Let me start by saying, this is one of the hardest relationship trials I have ever been through. I have been cheated on, not loved, emotionally abused, and abandoned with a newborn baby. I would go through any of those things again, but this I NEVER want to go through again.
I didn't think much of it when my H cheated on me about two years ago. I know we were growing apart and with a new baby time for intimacy was just about non-existent. I chalked it up as, that was the reasoning behind him being unfaithful. The affair ended, he found a new job, and I was starting to trust him again. He was proving to me, he could be trusted.
Fast forward to 8 months ago. Like I said above he found a new job and was working night shift. I trusted him and really wasn't concerned of him being unfaithful again. Then he started to become distant again. Acting strange and just not being himself. It was like he didn't want to be home when he was home. So I did a little digging and to my utter surprise, I found out that he was talking to a woman from his new job. This made me STOP, dead in my tracks. My H's last marriage ended when his ex-wife cheated on him with one of his close friends. He is a very honest and open person. He has never lied to me prior to two years ago when I found out he was having his first affair. One of his biggest pet peeves, believe it or not is lying. He can't stand it. I honestly believed he was the one person I could trust to never be unfaithful. So when I found out he was lying about talking to this other girl from work, I had to just STOP. I realized this was much bigger than just talking to another woman and lying. I strongly felt as if he was having a mental breakdown. He just wasn't being the person I had fallen madly in love with 7 years ago. He is 43 years old and it made perfect sense.
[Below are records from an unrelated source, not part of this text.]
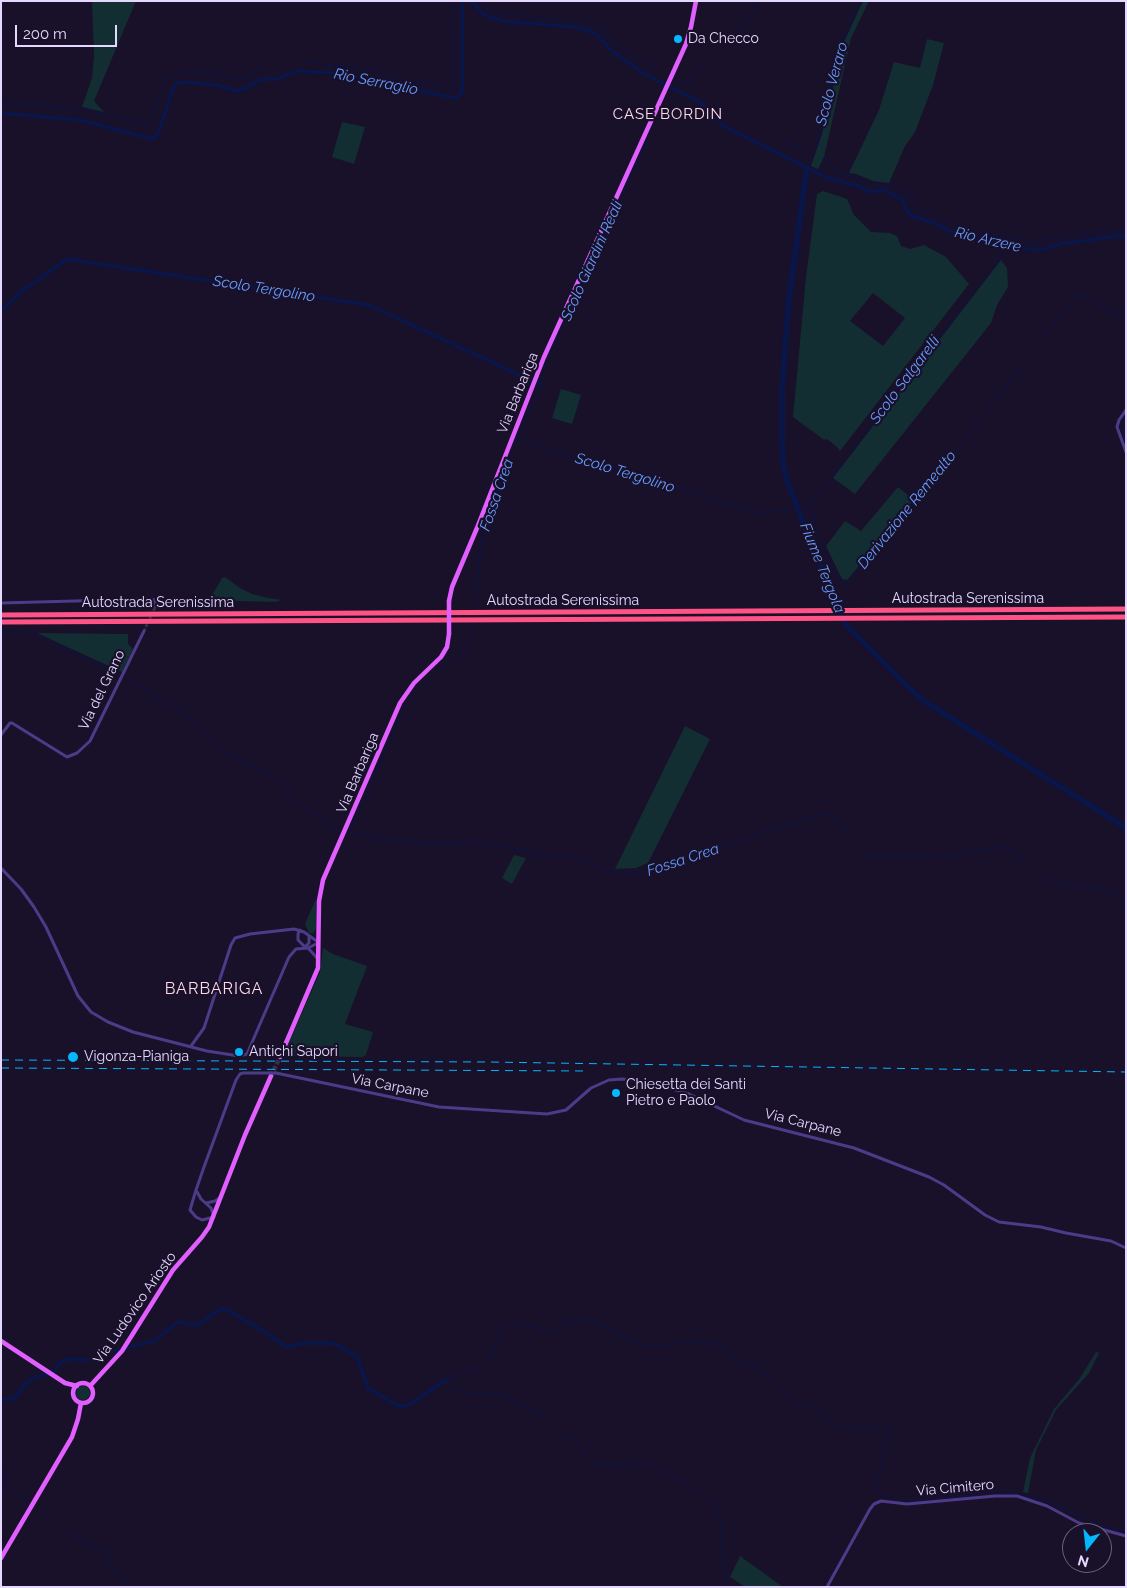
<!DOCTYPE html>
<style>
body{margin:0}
#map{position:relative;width:1127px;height:1588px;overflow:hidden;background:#191029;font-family:Raleway,sans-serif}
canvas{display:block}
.frame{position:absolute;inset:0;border:2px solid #e4d8ff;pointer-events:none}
.north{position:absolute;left:1062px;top:1523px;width:50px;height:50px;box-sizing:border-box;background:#191029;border:1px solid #6a607f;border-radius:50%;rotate:196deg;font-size:14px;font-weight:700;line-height:20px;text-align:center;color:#e4d8ff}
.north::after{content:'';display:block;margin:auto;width:18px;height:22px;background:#04b7ff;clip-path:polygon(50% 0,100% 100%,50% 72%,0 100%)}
.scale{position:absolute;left:15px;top:25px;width:102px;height:22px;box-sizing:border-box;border:2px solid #e4d8ff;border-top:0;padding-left:6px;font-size:15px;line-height:18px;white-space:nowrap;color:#e4d8ff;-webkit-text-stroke:4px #191029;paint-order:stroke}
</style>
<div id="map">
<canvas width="1127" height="1588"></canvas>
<div class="frame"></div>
<div class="north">N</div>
<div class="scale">200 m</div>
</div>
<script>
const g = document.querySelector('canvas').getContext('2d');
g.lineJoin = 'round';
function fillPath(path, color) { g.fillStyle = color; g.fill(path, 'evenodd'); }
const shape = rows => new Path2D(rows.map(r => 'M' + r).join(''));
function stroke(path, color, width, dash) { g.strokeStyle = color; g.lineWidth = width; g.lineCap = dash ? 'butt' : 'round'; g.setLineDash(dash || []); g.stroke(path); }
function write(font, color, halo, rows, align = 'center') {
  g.font = font + ' Raleway,sans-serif'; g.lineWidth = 4.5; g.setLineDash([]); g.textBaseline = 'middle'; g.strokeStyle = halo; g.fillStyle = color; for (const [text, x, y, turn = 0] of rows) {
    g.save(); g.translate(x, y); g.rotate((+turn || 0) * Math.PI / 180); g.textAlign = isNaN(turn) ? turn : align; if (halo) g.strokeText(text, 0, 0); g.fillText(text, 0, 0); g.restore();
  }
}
const green = shape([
 [92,1,136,1,94,101,104,112,82,107,92,78,94,57],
 [863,1,869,1,851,38,824,157,818,169,811,166,822,134,845,40],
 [927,39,944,43,933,85,915,132,905,146,889,183,873,181,856,174,849,173,879,110,894,62,920,68],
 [342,122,365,127,354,164,332,157],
 [823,191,847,199,854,215,871,232,890,233,897,236,901,246,910,249,924,245,946,257,969,284,840,451,837,447,827,439,824,440,793,417,806,277,817,194],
 [873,293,905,318,883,346,850,321],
 [1001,260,1007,268,1008,287,997,305,991,323,855,494,833,478],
 [561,389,581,395,572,424,552,418],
 [898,487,914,500,847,580,842,579,826,546,845,521,861,531],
 [225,577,240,588,252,594,268,598,282,600,275,602,204,600,214,592,222,578],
 [37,633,128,634,128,644,133,649,122,672],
 [685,726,710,739,648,863,636,868,615,869],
 [514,855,526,858,512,884,502,878],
 [316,899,316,929,313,933,309,933,305,924],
 [323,948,333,954,367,966,345,1024,373,1032,366,1055,363,1057,283,1056,320,972],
 [1096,1352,1099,1353,1089,1373,1056,1410,1036,1450,1028,1493,1023,1492,1030,1458,1054,1409,1080,1378],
 '76 1393a7 7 0 1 1 14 0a7 7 0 1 1-14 0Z',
 [740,1556,783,1587,745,1587,730,1577]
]);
const stream = shape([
 [484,1,492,10,498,12,537,18,586,22,604,31,628,53,654,69],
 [735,42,759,1],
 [309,63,339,65,367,70,399,79,453,87,452,1],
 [675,79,689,85,705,61],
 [1,102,79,109,149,125,165,79,169,76,185,71,198,74,216,74,239,80,249,75,260,68],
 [648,139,550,354,540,384,517,440,761,513,792,510],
 [782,144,786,142,805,151],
 [777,153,779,148],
 [822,158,829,161,835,170,842,173,875,184,884,184,897,188,910,196,918,210,937,216,949,223,970,231,1008,236,1035,242,1058,236,1126,229],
 [807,168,816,148,843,40,861,1],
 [1037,345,1079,293,1126,321],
 [1126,415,1120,426,1126,444],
 [808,502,824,548,841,583,844,586,846,586,965,440,1025,362],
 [804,505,821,490,1000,259,1003,252],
 [474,603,475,591,483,531,514,446],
 [1,633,31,633,120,675],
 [124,677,199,723,224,751,270,774,285,786,296,802,339,830],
 [410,698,431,676,464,651,473,639,474,629],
 [350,831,406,704],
 [348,832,378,838,416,843,484,842,545,856,570,857,589,862,604,872,639,874,723,848,757,833,827,813,832,815,851,841,867,855,903,858,943,856,1003,847,1022,857,1039,874,1055,883,1098,888,1126,899],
 [779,1384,797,1403,821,1412,839,1425,849,1428,880,1428,890,1430,875,1489,877,1492,895,1499,906,1501,999,1492,1018,1493,1055,1504,1099,1524,1126,1532],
 [1,1466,6,1476,2,1483,28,1503,27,1511],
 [56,1528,108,1553,108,1567,133,1587],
 [726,1587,721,1542,722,1526,715,1504,712,1500,647,1461,640,1460,616,1467,590,1460,577,1443,558,1431,540,1413,524,1407,503,1394,460,1392,454,1389,445,1380,480,1367,493,1354,499,1331,506,1325,518,1324,550,1331,567,1322,590,1320,599,1322,617,1334,647,1346,691,1343,715,1344,725,1349,740,1361,760,1369,775,1381]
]);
const canal = shape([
 [472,1,484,15,502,21,575,27,587,30,598,36,613,52,645,74,700,102,725,127,828,178,859,186,869,192,882,190,892,194,901,199,908,212,912,216,934,223,957,235,1035,250,1048,248,1060,244,1126,235],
 [1,113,80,120,153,139,158,134,174,85,176,84,184,82,217,85,236,91,246,88,261,79,278,79,296,71,342,73,394,86,457,98,462,92,462,1],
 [1,311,22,291,67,259,369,305,530,380],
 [537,383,540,384],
 [37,1377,53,1373,60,1363,67,1359,91,1360,117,1350,154,1341,178,1322,197,1325,221,1309,227,1310,260,1329,287,1347,305,1343,330,1343,338,1345,357,1357,368,1388,396,1405,406,1406,414,1402,445,1380],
 [1,1400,14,1399,28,1381,33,1379]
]);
const river = shape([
 [807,168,789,298,782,386,782,444,783,463,787,481,835,602,847,626,909,688,924,701,1126,828]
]);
const minorTunnel = shape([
 [144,631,155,607]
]);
const majorTunnel = shape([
 [271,1076,280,1057]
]);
const minor = shape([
 [1126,410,1119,420,1117,427,1126,452],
 [1,603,149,599,155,600,155,607],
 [1,735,10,723,12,723,67,757,77,753,90,741,144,631],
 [1,868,21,889,34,907,46,927,78,996,91,1012,108,1022,133,1032,207,1051,239,1056,247,1054,289,957,296,949,308,948,318,943],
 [300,930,298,934,298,940,305,947,309,943,309,936],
 [308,948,317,958],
 [191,1046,204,1028,231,945,235,938,250,934,294,929,304,932,318,942],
 [276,1073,439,1107,547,1114,566,1110,591,1088,609,1080,622,1079,645,1081,689,1094,744,1120,854,1148,929,1177,944,1185,985,1215,999,1222,1041,1227,1066,1233,1111,1241,1126,1248],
 [196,1190,201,1199,211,1208,214,1217,202,1220,196,1217,190,1210,196,1190,204,1167,236,1080,240,1074,243,1073,269,1073],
 [206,1203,215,1201,221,1197],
 [827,1587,870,1509,874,1504,881,1501,907,1504,995,1496,1017,1496,1047,1506,1079,1523,1126,1536]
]);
const major = shape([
 [449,601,452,587,477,528,544,357,686,44,691,27,696,1],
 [280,1057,318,968,319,901,323,880,400,703,414,683,441,657,447,647,449,634],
 [1,1341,65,1383,77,1386],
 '73 1393a10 10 0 1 1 20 0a10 10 0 1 1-20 0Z',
 [90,1386,122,1351,173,1270,202,1237,209,1227,245,1135,271,1076],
 [1,1558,72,1437,78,1419,81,1403]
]);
const highway = shape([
 [1,615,1126,609],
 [1,622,1126,617]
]);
const rail = shape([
 [1,1060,489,1062,1126,1072],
 [1,1068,588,1071]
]);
const minorBridge = shape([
 [269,1073,276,1073]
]);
const majorBridge = shape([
 [449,601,449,634]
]);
const markers = [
 [678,39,5,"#04b7ff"],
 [239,1052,5,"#04b7ff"],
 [73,1057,6,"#04b7ff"],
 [616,1093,5,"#04b7ff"]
];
const poiNames = [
 ["Da Checco",688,39],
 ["Antichi Sapori",249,1052],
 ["Vigonza-Pianiga",84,1057],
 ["Chiesetta dei Santi",626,1085],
 ["Pietro e Paolo",626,1101]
];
const streetNames = [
 ["Via Barbariga",518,393,-68],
 ["Autostrada Serenissima",968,599],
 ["Autostrada Serenissima",563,601],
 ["Autostrada Serenissima",158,603],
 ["Via del Grano",102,690,-64],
 ["Via Barbariga",358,773,-67],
 ["Via Carpane",390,1086,11],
 ["Via Carpane",803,1123,14],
 ["Via Ludovico Ariosto",135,1308,-55],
 ["Via Cimitero",955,1488,-5]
];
const waterNames = [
 ["Rio Serraglio",376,82,11],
 ["Scolo Veraro",832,84,-75],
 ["Rio Arzere",988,240,13],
 ["Scolo Giardini Reali",592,261,-66],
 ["Scolo Tergolino",264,289,9],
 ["Scolo Salgarelli",905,380,-53],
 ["Scolo Tergolino",625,473,17],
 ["Fossa Crea",497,495,-71],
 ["Derivazione Remealto",907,510,-51],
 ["Fiume Tergola",822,568,68],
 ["Fossa Crea",683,860,-18]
];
const neighbourhoodNames = [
 ["CASE BORDIN",668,114]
];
const quarterNames = [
 ["BARBARIGA",214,989]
];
fillPath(green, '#132e33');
stroke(stream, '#0a1548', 1);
stroke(canal, '#0a1548', 4);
stroke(river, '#0a1548', 6);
stroke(minorTunnel, '#372e49', 3, [3, 1.5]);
stroke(majorTunnel, '#372e49', 4.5, [4.5, 2]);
stroke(minor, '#4c3b88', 3);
stroke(major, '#e15fff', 4.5);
stroke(highway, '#ff5385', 5);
stroke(rail, '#04b7ff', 1, [8, 6]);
stroke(minorBridge, '#4c3b88', 3);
stroke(majorBridge, '#e15fff', 4.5);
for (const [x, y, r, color] of markers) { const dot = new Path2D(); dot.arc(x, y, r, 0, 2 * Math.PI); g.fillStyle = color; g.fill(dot); stroke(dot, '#191029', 2); }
write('14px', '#e4d8ff', '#191029', poiNames, 'left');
write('14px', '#e4d8ff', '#191029', streetNames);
write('italic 15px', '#669cff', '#191029', waterNames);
g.letterSpacing = '1px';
write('15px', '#ffdaeb', '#191029', neighbourhoodNames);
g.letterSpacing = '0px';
g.letterSpacing = '1px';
write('16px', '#ffdaeb', '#191029', quarterNames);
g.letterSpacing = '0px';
</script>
I feel in love with the most honest, compassionate, loving human beings out there. He didn't lie and cheat. He always came home to his family and he would do anything to keep his family together. He was always happy, never got angry easily and was easy going. When I found out he was talking to this other woman, I just straight told him, there is something going on, because this isn't you. He agreed and said, "I don't know what is wrong with me!" That was another eye opener for me. He didn't even know who he was anymore. He swears they were only talking about work but when I found him in our barn talking to him about a month ago, I could no longer believe that they would only talk about work. He tried to hid his phone in the hood of his hoodie but I seen it. Again he didn't understand what was wrong with him and why he was doing it. This is when he told he thinks he loves me but he is not in love with me. I refused to accept that answer. I said you are not acting against your morals and your values because you are no longer in love with me. There is something going on, and I am not going anywhere. I told him I refused to leave him to go through this alone. I have stood by my word, no matter how hard it has gotten.
We both have snapchat and we share with each other our location. On Valentine's Day, he told me he was shutting his location off so I wouldn't know what he was getting me for Valentine's Day if I seen where he was. I didn't like it but whatever. He was gone for 6 hours. He spent the entire evening, "getting me a Valentines Day gift." When he came home with just flowers and a card, I was extremely hurt. I couldn't believe what I was seeing. I cried. I didn't believe him. So of course my mind goes to, he spent Valentines Day with the OW. How could he? I didn't have proof of this and I still don't.
After Valentines Day is when he started to just up and disappear. He say's it's just so he can unwind and clear his head. He shut's his location off, doesn't answer my phone calls and doesn't respond to my text messages. I have no idea where he goes or what he is doing. I don't believe what he tells me but I do not have proof that he is lying. I have explained how him shutting his location off makes me feel, but he just doesn't get it. He thinks I am just being controlling and I am truly not, I just don't understand why he has to turn his location off to go for a drive and clear his head. He never shuts it off any other time, only when he wants to be alone. I don't know what to think. He swears he is not having an affair and he does what he says he is doing.
I am at the end of my road. I love him so much but I have no idea if this is normal behavior, or if he really is just having an affair.